Researching and opening new stores consumes considerable amounts of effort and capital. However, traditional market research techniques for location selection lack the ability to find optimal solutions with a large number of independent variables. The purpose of this project is to provide a low-cost, fast, and reliable method for identifying potential high-ROI locations with minimal human interaction.
As this project was sponsored by Puma Group, we mapped their internal ranking system to a typical ordinary variable. Their ranking uses six buckets to categorize each store based on overall store performance. These buckets amalgamate factors such as profit, customer satisfaction, expenses, etc. In addition to existing stores’ performances, we also have high-dimensionality input data regarding factors such as demographics, travel distance, tourism, socioeconomic metrics, mall brands, etc.

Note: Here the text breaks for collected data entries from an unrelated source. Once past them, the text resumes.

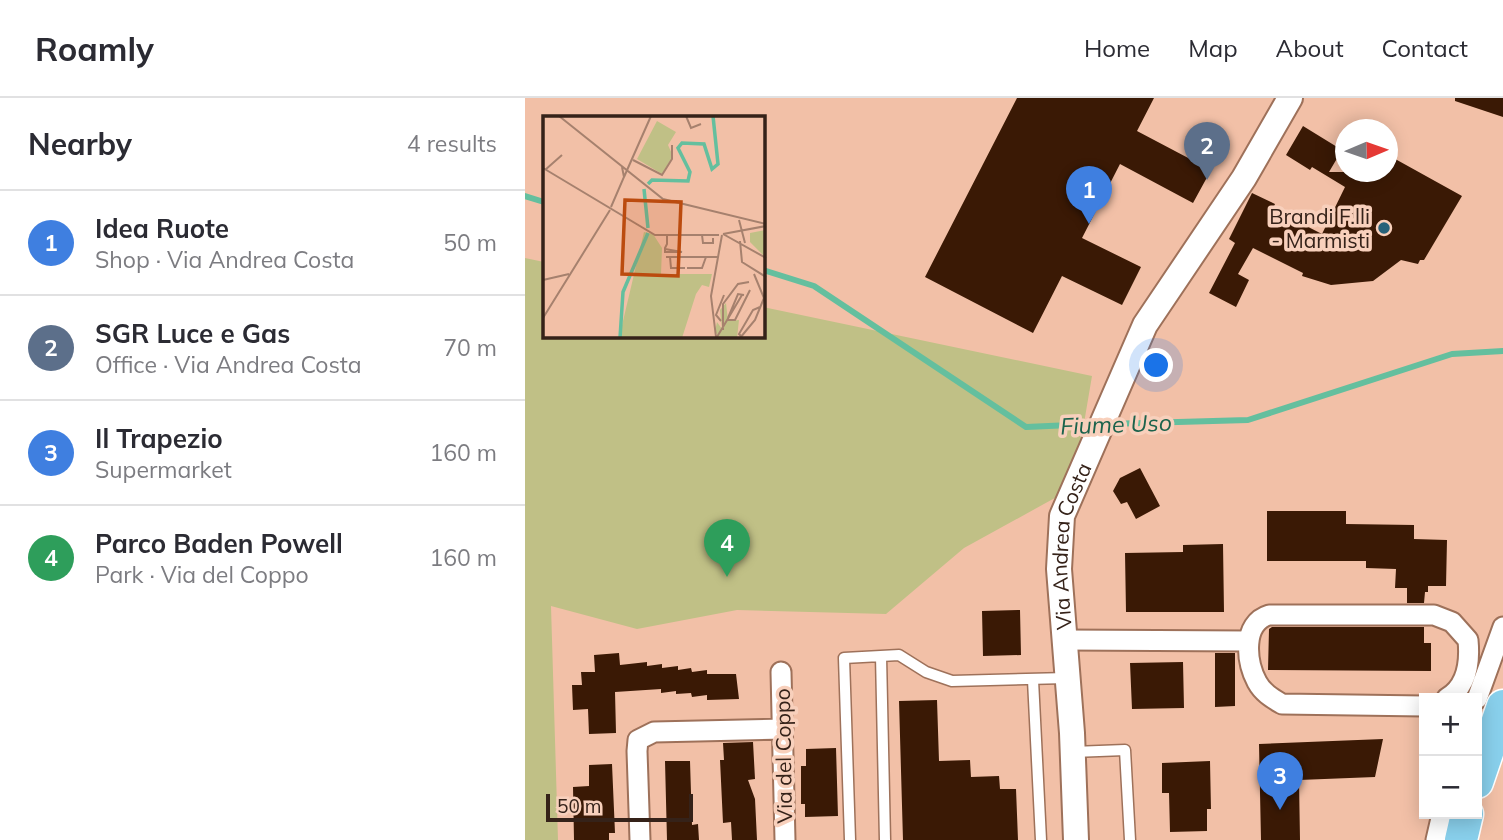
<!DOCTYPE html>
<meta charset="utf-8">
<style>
:root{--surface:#fff;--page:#f2f2f3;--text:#2b2b33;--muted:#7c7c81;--line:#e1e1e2;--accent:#7c3aed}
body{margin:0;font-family:Mulish,sans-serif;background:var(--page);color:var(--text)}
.controls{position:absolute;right:21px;bottom:21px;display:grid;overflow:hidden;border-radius:0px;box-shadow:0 4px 18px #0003}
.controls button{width:63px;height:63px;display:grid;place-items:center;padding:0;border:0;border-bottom:2px solid var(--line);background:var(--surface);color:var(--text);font:35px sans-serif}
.compass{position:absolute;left:810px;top:21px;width:63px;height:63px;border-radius:50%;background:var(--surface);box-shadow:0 4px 18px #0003;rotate:88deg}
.scale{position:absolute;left:21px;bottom:18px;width:147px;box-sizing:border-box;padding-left:7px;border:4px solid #352219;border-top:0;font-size:19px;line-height:24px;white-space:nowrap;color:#352219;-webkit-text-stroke:5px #f8d0bc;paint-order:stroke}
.you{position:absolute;left:632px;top:268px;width:24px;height:24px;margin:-18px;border:5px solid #fff;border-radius:50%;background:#1a73e8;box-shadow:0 0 0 10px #1a73e833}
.badge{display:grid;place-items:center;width:46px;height:46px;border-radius:50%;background:var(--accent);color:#fff;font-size:23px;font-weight:700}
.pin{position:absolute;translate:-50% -58px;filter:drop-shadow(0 2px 4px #0008)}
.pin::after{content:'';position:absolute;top:37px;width:24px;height:21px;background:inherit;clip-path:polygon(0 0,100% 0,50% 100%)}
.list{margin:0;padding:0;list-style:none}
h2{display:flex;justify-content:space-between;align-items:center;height:91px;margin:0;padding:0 28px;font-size:30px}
h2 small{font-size:23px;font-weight:400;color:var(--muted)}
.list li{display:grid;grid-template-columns:46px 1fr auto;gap:21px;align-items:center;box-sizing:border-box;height:105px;padding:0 28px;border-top:2px solid var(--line)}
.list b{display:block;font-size:26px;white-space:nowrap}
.list p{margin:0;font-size:23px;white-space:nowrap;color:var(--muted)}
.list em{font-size:23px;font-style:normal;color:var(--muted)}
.map{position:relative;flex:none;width:978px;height:742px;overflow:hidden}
header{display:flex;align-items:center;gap:42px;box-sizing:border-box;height:98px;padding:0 35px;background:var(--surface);border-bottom:2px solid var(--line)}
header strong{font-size:33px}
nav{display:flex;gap:38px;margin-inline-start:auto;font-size:24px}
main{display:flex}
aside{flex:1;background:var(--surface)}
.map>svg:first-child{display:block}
.green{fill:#c0c086}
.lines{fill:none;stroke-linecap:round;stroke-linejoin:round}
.stream{stroke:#64bf9e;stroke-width:6}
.building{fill:#3a1905}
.service-casing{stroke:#9e715a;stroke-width:13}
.minor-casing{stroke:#9e715a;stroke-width:23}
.tertiary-casing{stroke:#9e715a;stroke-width:28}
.primary-casing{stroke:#fff;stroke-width:35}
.service{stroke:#fff;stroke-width:10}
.minor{stroke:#fff;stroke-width:19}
.tertiary{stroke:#fff;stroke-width:24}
.primary{stroke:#89d0ec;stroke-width:32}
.poi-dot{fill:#27627a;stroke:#f8d0bc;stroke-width:2.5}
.labels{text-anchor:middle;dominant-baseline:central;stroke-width:7;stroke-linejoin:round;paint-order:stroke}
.poi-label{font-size:21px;fill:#352219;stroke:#f8d0bc;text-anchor:end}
.street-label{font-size:21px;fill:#352219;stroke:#f8d0bc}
.water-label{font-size:23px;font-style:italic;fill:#1b624c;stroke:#f8d0bc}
.inset-river{fill:none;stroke:#64bf9e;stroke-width:3.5}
.inset-road{fill:none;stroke:#a6816e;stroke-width:2}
.view{fill:#bb4b0f;fill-opacity:0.15;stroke:#bb4b0f;stroke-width:3.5}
.inset-edge{fill:none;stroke:#352219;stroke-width:3.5}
</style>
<header>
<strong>Roamly</strong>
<nav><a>Home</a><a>Map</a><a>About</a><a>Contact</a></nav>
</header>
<main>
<aside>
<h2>Nearby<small>4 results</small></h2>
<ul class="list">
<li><span class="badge" style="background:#3f7fe0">1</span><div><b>Idea Ruote</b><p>Shop · Via Andrea Costa</p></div><em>50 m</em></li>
<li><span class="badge" style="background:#5c6f8a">2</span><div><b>SGR Luce e Gas</b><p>Office · Via Andrea Costa</p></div><em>70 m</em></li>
<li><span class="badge" style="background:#3f7fe0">3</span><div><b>Il Trapezio</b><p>Supermarket</p></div><em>160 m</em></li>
<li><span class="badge" style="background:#2e9e5b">4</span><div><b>Parco Baden Powell</b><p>Park · Via del Coppo</p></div><em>160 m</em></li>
</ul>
</aside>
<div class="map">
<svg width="978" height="742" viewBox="0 0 978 742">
<rect width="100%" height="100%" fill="#f2c0a7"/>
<path class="green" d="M 0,160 L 19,164 L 19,238 L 238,238 L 238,209 L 567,278 L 548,390 L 439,450 L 361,516 L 212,512 L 112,531 L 26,508 L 33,742 L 0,742 Z"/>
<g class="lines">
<path class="stream" d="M 0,98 L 19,104
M 238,172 L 289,188 L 501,329 L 569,326
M 583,326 L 723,322 L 927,256 L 978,253"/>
</g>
<path class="building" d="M 492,0 L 629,0 L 612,33 L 686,72 L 668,105 L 595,66 L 557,140 L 616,169 L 597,207 L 537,178 L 508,235 L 400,179 Z
M 930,0 L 978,0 L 978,19 L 930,3 Z
M 778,28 L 817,52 L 804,74 L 863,74 L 863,57 L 937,98 L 899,162 L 895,162 L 893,166 L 876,162 L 848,183 L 806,187 L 777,178 L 778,175 L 728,150 L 713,176 L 724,182 L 711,209 L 684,195 L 710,145 L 704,141 L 727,95 L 750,106 L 748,111 L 797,136 L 820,89 L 787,69 L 785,72 L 761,57 Z
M 615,370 L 635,408 L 611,421 L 602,404 L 596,406 L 588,393 L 595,380 Z
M 742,413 L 821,413 L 821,426 L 889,427 L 889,441 L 922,442 L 921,488 L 903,488 L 903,494 L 900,494 L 899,505 L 882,505 L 882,490 L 870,490 L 871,471 L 841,470 L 841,463 L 742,463 Z
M 698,446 L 699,514 L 601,514 L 600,455 L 658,454 L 658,447 Z
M 495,512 L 496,557 L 458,558 L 457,513 Z
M 747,529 L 899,529 L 899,545 L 906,545 L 906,573 L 743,572 L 744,531 Z
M 94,555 L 95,567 L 122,564 L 122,568 L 137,566 L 137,570 L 153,568 L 153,572 L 166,570 L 167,574 L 182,572 L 182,576 L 211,576 L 214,601 L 182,602 L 182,597 L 167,599 L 166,595 L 151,596 L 151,593 L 136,595 L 136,591 L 90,594 L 91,635 L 64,636 L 63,611 L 48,612 L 47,587 L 57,587 L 56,574 L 70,574 L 69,557 Z
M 690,555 L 710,555 L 710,608 L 690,609 Z
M 658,564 L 659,610 L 607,611 L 605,565 Z
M 412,602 L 414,663 L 445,662 L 446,679 L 474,678 L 475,691 L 491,691 L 493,742 L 378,742 L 374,603 Z
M 858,641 L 850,679 L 774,682 L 775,742 L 736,742 L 734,646 Z
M 228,644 L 230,681 L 223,682 L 230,701 L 232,742 L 207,742 L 206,724 L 198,725 L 195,662 L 199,662 L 198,645 Z
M 311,650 L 313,718 L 280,719 L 280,706 L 276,706 L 276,668 L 281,668 L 281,651 Z
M 140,663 L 165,663 L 167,727 L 173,726 L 174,742 L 142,742 Z
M 685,663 L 686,711 L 682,711 L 682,733 L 645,734 L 644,695 L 637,695 L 637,665 Z
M 87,666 L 90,735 L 84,735 L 84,742 L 49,742 L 48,689 L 64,688 L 64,667 Z"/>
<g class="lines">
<defs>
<path id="service" d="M 356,558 L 360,742
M 508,582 L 516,742
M 548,654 L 600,652 L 605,742
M 325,742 L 319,560 L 374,557 L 401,574 L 427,583 L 542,580"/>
<path id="minor" d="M 539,542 L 723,543
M 256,574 L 260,742
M 952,601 L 978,529
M 899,608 L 757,606 C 747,600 738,595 732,584 C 721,563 717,525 744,517 L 909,517 L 927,524 L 943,542 C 945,563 943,588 922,600
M 115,742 L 112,653 L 113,642 L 129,634 L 258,631
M 911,742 L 917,716"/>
<g id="tertiary">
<path id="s1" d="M 551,742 L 547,635 L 534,471 L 537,418 L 620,227 L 719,80 L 765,0"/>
</g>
<path id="primary" d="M 952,684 L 978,608
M 936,742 L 942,716"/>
</defs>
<use href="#service" class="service-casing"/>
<use href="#minor" class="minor-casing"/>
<use href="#tertiary" class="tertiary-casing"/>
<use href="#primary" class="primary-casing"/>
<use href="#service" class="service"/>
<use href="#minor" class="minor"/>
<use href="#tertiary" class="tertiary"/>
<use href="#primary" class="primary"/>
</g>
<circle class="poi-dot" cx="859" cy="130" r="7"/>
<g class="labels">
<g class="poi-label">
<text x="845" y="118">Brandi F.lli<tspan x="845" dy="24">- Marmisti</tspan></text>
</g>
<g class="street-label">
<text stroke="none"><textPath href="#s1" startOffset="296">Via Andrea Costa</textPath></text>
<text transform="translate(258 658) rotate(-91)">Via del Coppo</text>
</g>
<g class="water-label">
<text transform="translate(591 326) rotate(-2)">Fiume Uso</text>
</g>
</g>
<g transform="translate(18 18)">
<rect width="222" height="222" fill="#f2c0a7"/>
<path d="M 114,5 L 133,16 L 125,29 L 130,40 L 119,58 L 94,43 ZM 222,114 L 222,141 L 207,126 L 207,117 ZM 101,116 L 110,118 L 119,132 L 118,158 L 169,158 L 166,171 L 159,169 L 153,178 L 139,222 L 76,222 ZM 183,187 L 185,205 L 196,204 L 194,222 L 176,222 L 172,215 L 174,206 L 179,213 L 177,194 Z" fill="#c0c086"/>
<path class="inset-river" d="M 105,68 L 109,64 L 145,65 L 147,56 L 135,32 L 139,27 L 161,28 L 169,53 L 175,48 L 170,0M 101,73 L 105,112M 77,222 L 80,176 L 105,117"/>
<path class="inset-road" d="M 16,0 L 120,83 L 223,108M 143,0 L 148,12 L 158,8M 90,44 L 119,59 L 129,43 L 129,29M 0,52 L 112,119 L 176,119M 2,54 L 19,39M 81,61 L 108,0M 68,91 L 81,61 L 79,51M 196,104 L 202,127M 180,118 L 223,142M 180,118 L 223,110M 159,119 L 160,127 L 170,127 L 170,122M 197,125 L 199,146 L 223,161M 122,133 L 139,136 L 122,136 L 122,132 L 124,128 L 124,119M 123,141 L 175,141M 127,141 L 128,152 L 142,152M 144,152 L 159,152 L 163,141M 0,164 L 26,158M 0,202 L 67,94M 185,202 L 195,178 L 201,179M 184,204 L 192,204 L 207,174M 178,205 L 173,199 L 181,179M 180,214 L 180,188 L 195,168 L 206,166M 173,221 L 168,180 L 179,119M 174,221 L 199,179M 199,221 L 196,218 L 210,194 L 217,191M 197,222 L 212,204 L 221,182 L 211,158"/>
<path class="view" d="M 82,84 L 138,86 L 135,160 L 79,158 Z"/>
<rect width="222" height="222" class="inset-edge"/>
</g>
</svg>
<div class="controls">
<button>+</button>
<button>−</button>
</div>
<svg class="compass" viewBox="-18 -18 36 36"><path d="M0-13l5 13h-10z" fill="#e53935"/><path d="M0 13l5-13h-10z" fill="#7c7c81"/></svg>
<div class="scale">50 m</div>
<div class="you"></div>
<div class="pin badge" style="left:564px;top:126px;background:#3f7fe0">1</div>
<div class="pin badge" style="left:682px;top:82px;background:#5c6f8a">2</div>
<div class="pin badge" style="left:755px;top:712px;background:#3f7fe0">3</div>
<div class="pin badge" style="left:202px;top:479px;background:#2e9e5b">4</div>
</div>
</main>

We used ordinal classification, a supervised ML algorithm, and trained it to map these factors onto Puma’s rankings. The custom algorithm was derived from a standard ordinal classification algorithm but was improved to avoid overfitting and deal with small sample sizes and imbalanced data. This was done by combining a series of binary classification steps in order to reconstruct the ordinal rankings. After training, the algorithm can output the probability of different ranks at potential stores.
This model can be generalized to all kinds of location selection, and it has the ability to advise retail businesses on how a potential store would be ranked. Companies can thus spend fewer resources than traditional market research and get more accurate results.